We Ride A Whirlwind in Civil War News

Thanks to Civil War News for this fine review of “We Ride a Whirlwind: Sherman and Johnston at Bennett Place.” We also thank them for allowing us to republish it here.

We Ride a Whirlwind: Sherman and Johnston at Bennett Place.
By Eric J. Wittenberg.
Maps, photos, notes, appendices, index, 249 pp., 2017. Fox Run Publishing, www.foxrunpub.com. $34.95 hardcover.

Reviewed by Daniel T. Davis

On April 9, 1865, Gen. Robert E. Lee surrendered the Army of Northern Virginia to Lt. Gen. Ulysses S. Grant at Appomattox Court House. Lee’s capitulation, however, did not bring an end to the Civil War. Another Southern force, Gen. Joseph E. Johnston’s Army of Tennessee, was still operating in North Carolina. Since his return to command in February, Johnston had contested the advance of Maj. Gen. William T. Sherman’s army group as it marched through the Carolinas from Savannah. The loss of the Confederacy’s most significant command in Virginia convinced Johnston that further resistance was useless. He resolved to meet with Sherman and seek terms of surrender.
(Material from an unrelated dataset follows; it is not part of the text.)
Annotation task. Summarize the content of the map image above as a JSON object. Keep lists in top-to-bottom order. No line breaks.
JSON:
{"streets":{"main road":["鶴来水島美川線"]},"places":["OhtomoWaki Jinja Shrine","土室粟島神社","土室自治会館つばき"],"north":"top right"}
The two old foes met at James Bennett’s farm west of Durham Station. Unlike the brief conference in the parlor of Wilmer McClean’s house, Sherman and Johnston met three times on April 17, April 18 and finally on April 26. The outcome ultimately led to the surrender of not only Johnston’s army, but Confederates in the Carolinas, Georgia, Florida and Tennessee, totaling over 89,000 men.
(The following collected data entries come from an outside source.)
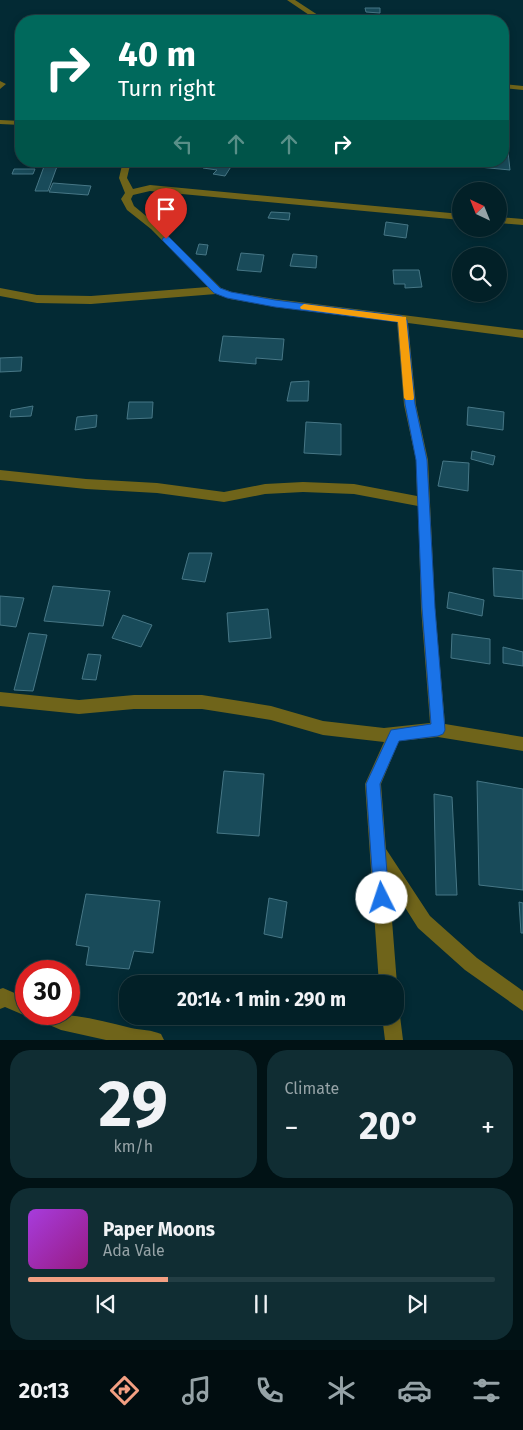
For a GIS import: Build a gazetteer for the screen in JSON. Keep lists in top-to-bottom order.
{
  "north": "top left",
  "page": {
    "turn": ["40 m", "Turn right"],
    "limit": "30",
    "trip": "20:14 · 1 min · 290 m",
    "tile": [
      ["29", "km/h"],
      "Climate"
    ],
    "heat": ["−", "20°", "+"],
    "song": ["Paper Moons", "Ada Vale"],
    "tabs": "20:13"
  }
}
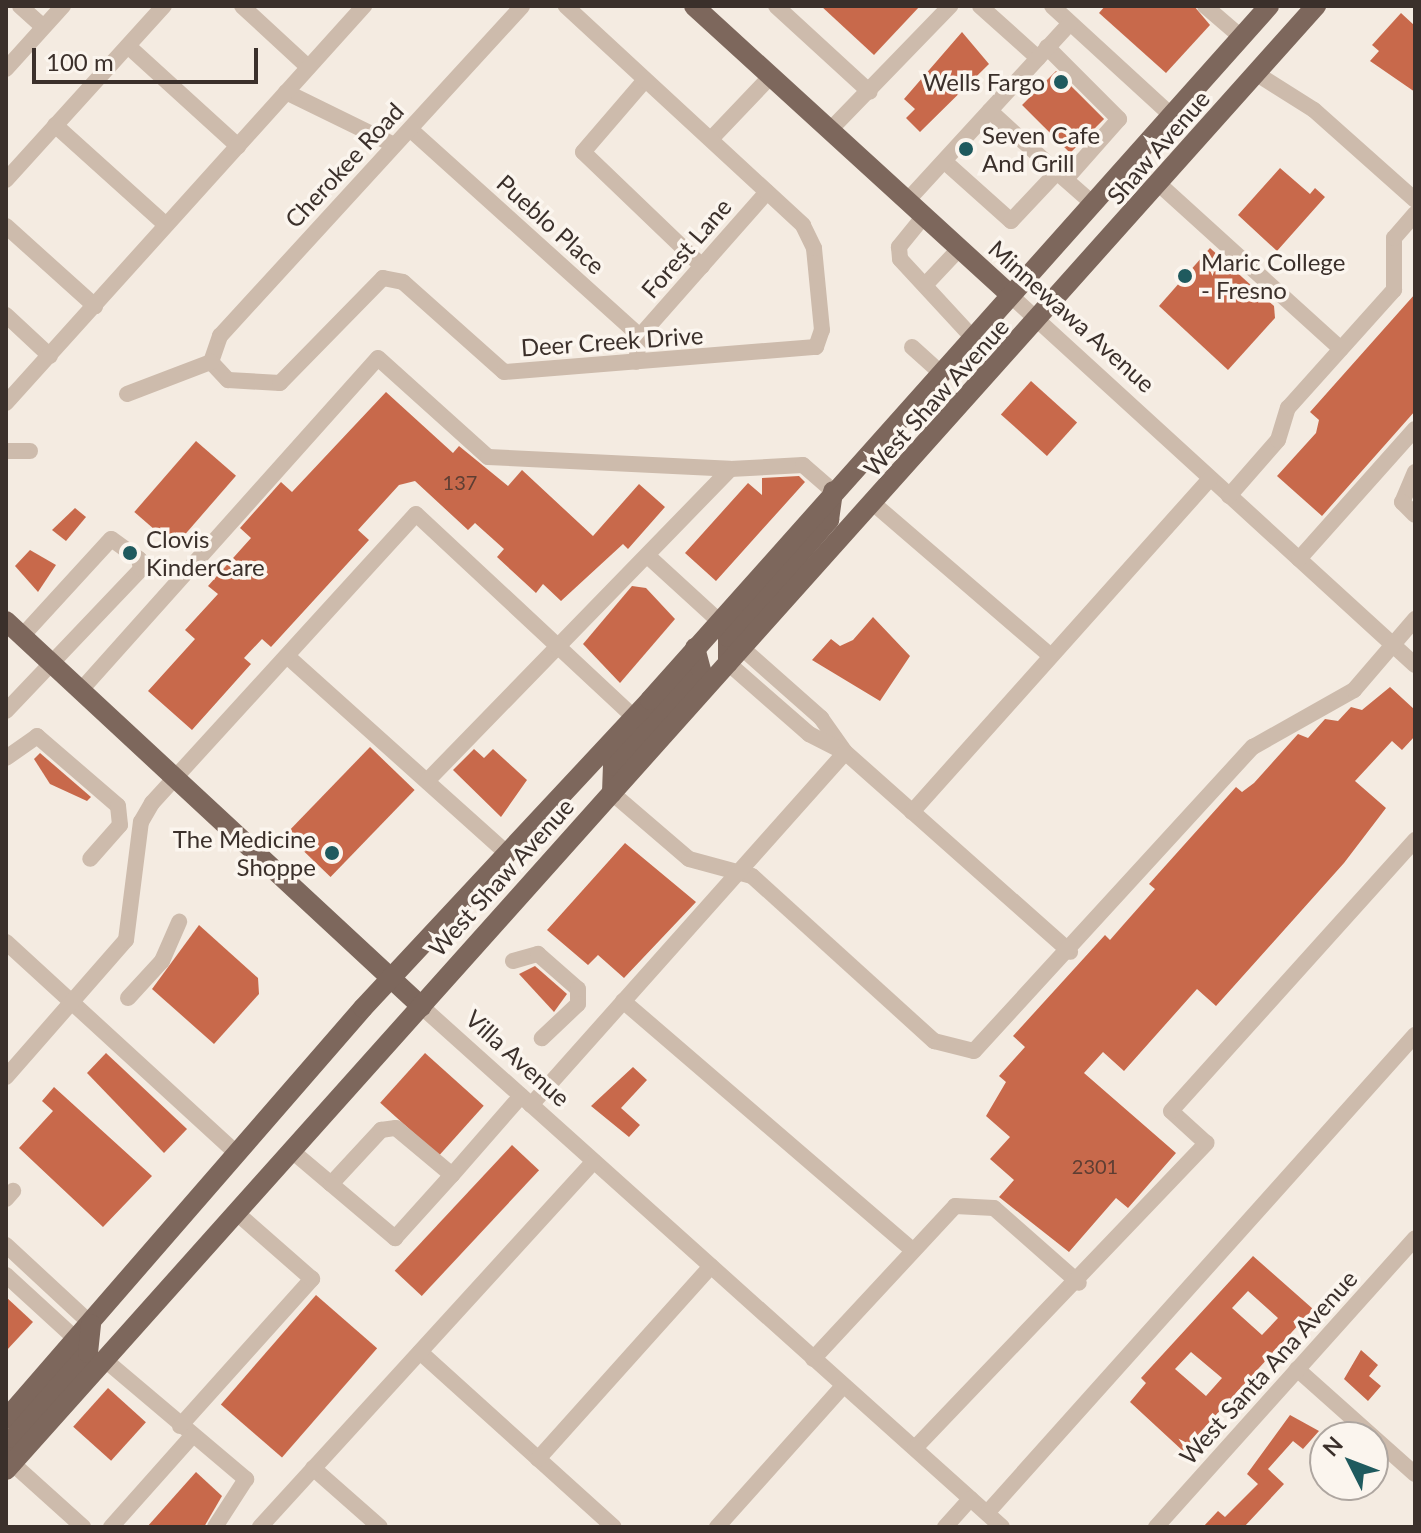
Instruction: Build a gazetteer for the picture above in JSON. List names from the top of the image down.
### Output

Eric J. Wittenberg, the authority on Civil War cavalry operations, has moved away from his recognized subject of expertise to re-tell this compelling story. Relying on a variety of primary sources, including the writings of Sherman and Johnston, Wittenberg takes readers inside the walls of the Bennett House with the two antagonists. He examines each meeting in detail, the terms of surrender offered by Sherman and agreed to by Johnston, and the political ramifications of those momentous days. The text is supplemented by outstanding maps by Mark A. Moore, the authoritative cartographer of the war in North Carolina. Extensive endnotes provide biographical information on the key individuals of each side.
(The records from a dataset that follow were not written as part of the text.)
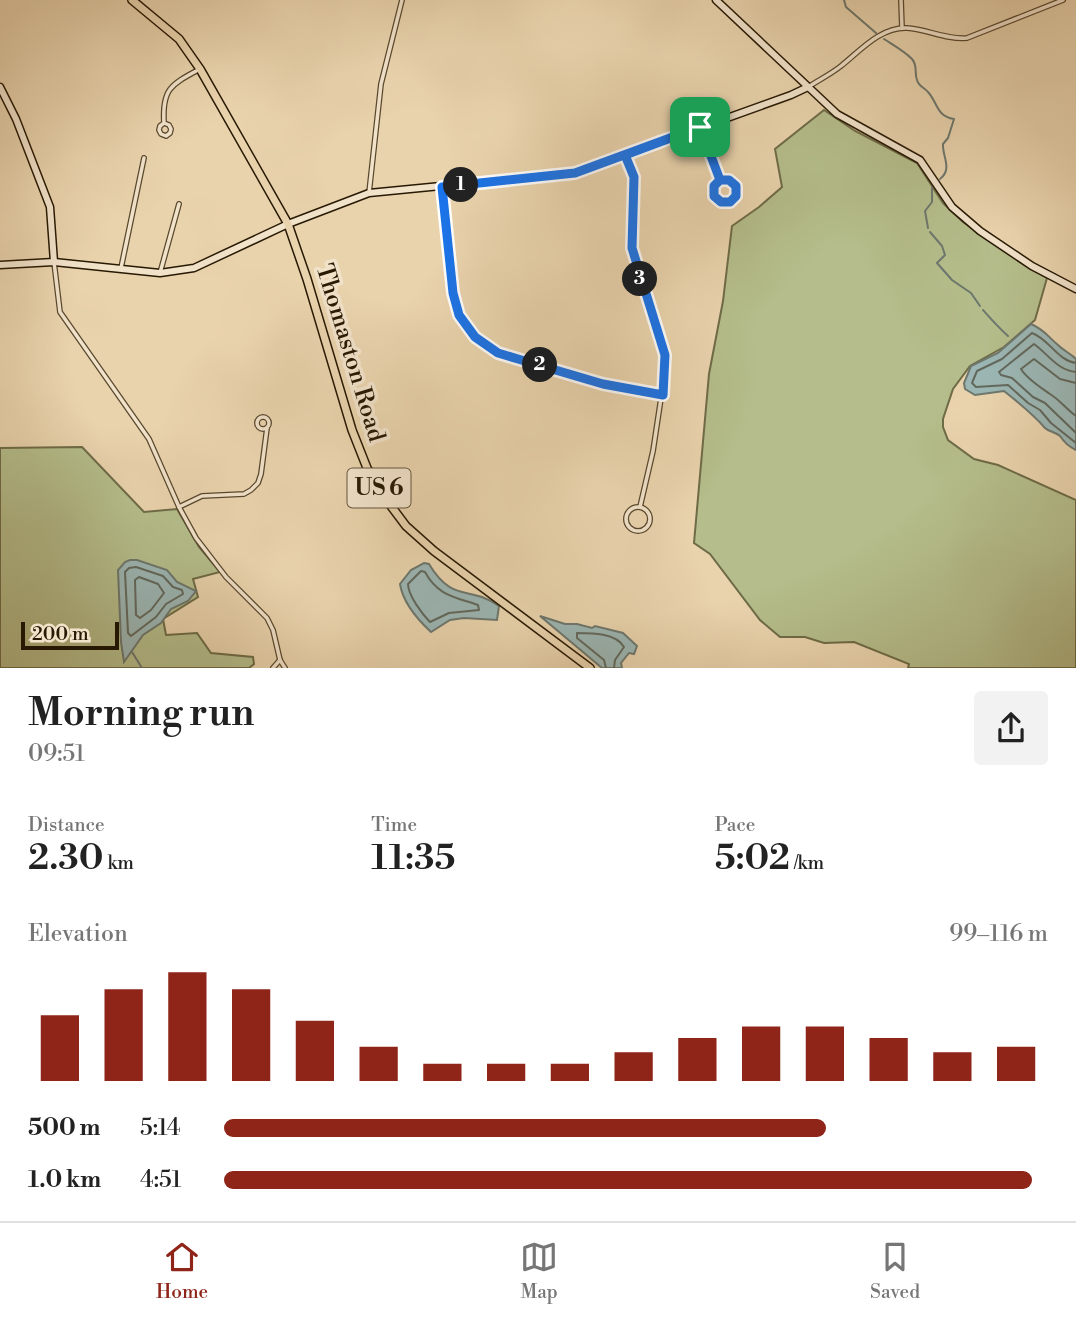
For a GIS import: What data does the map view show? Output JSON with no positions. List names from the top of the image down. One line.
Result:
{"streets":{"main road":["Thomaston Road","US 6"]},"scale_bar":"200 m","page":{"pins":["1","3","2"],"scale":"200 m","heading":["Morning run","09:51"],"stats":[["Distance","2.30 km"],["Time","11:35"],["Pace","5:02 /km"]],"chart":["Elevation","99–116 m"],"list":[{"name":"500 m","note":"5:14"},{"name":"1.0 km","note":"4:51"}],"tabs":["Home","Map","Saved"]}}
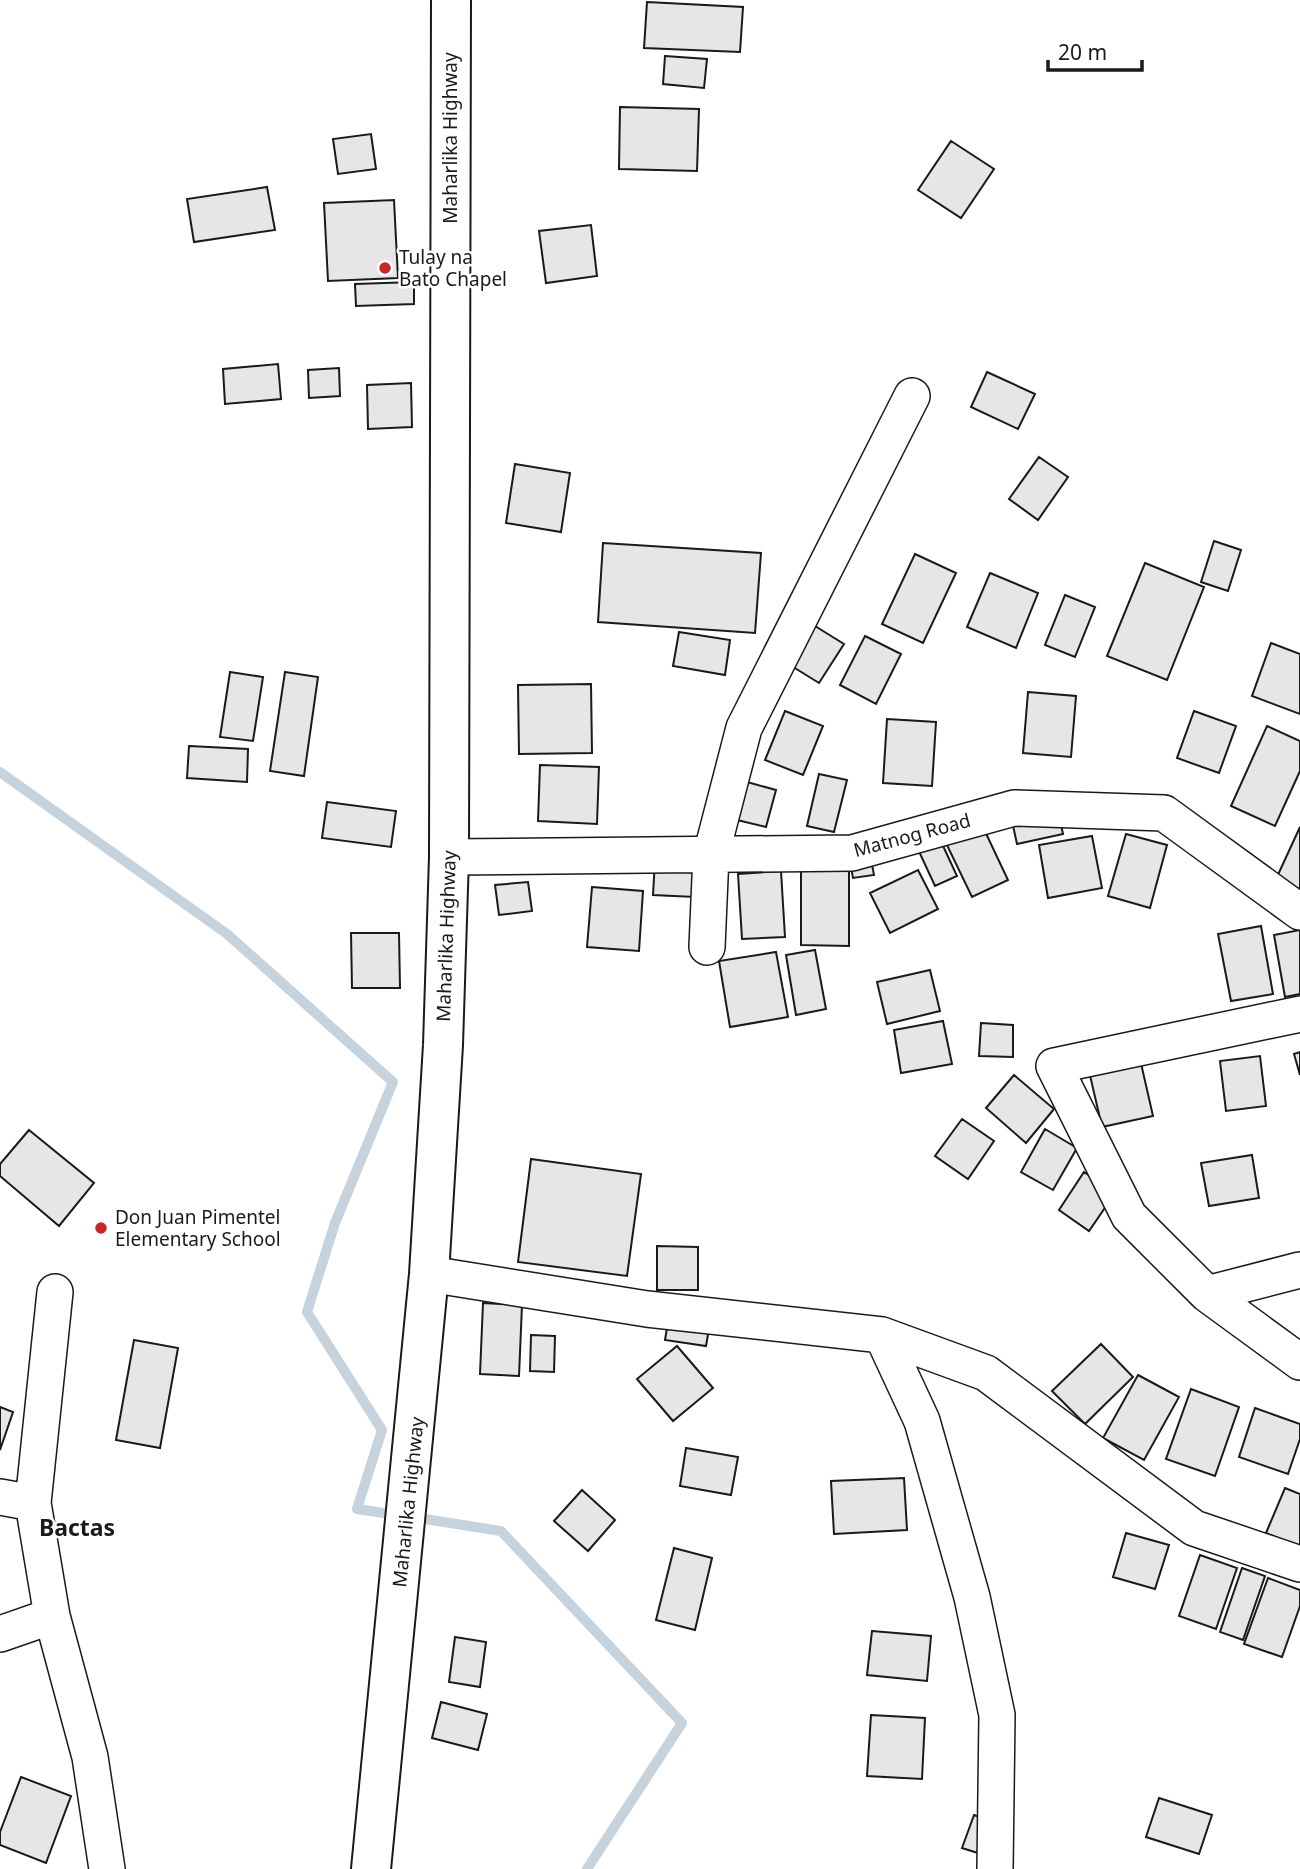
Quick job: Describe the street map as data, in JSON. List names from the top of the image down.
{
  "streets": {
    "highway": ["Maharlika Highway"],
    "street": ["Matnog Road"]
  },
  "crossings": [
    ["Maharlika Highway", "Matnog Road"]
  ],
  "districts": ["Bactas"],
  "places": ["Tulay na Bato Chapel", "Don Juan Pimentel Elementary School"],
  "scale_bar": "20 m"
}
Wittenberg’s quick-paced prose makes for an enjoyable read; one could easily finish the book over the course of a weekend. Especially of value is the epilogue, which traces the history of Bennett Place through the Civil War’s Centennial and its establishment as a state park. Readers will also find the appendices of great interest. They include an Organization of Forces, an examination of Sherman’s motivation in offering his initial set of terms to Johnston, correspondence between Jefferson Davis and his chief cabinet members prior to Johnston’s surrender, and Lt. Gen. Wade Hampton’s actions after the surrender. This is an excellent and highly recommended work on a forgotten episode of the Civil War.

Daniel T. Davis is the co-author of six books in the Emerging Civil War Series published by Savas Beatie, LLC. His forthcoming book, The Most Desperate Acts of Gallantry: George A. Custer in the Civil War, will be released in the spring of 2018. He is a Managing Editor of the Emerging Civil War blog and resides in Fredericksburg, Va.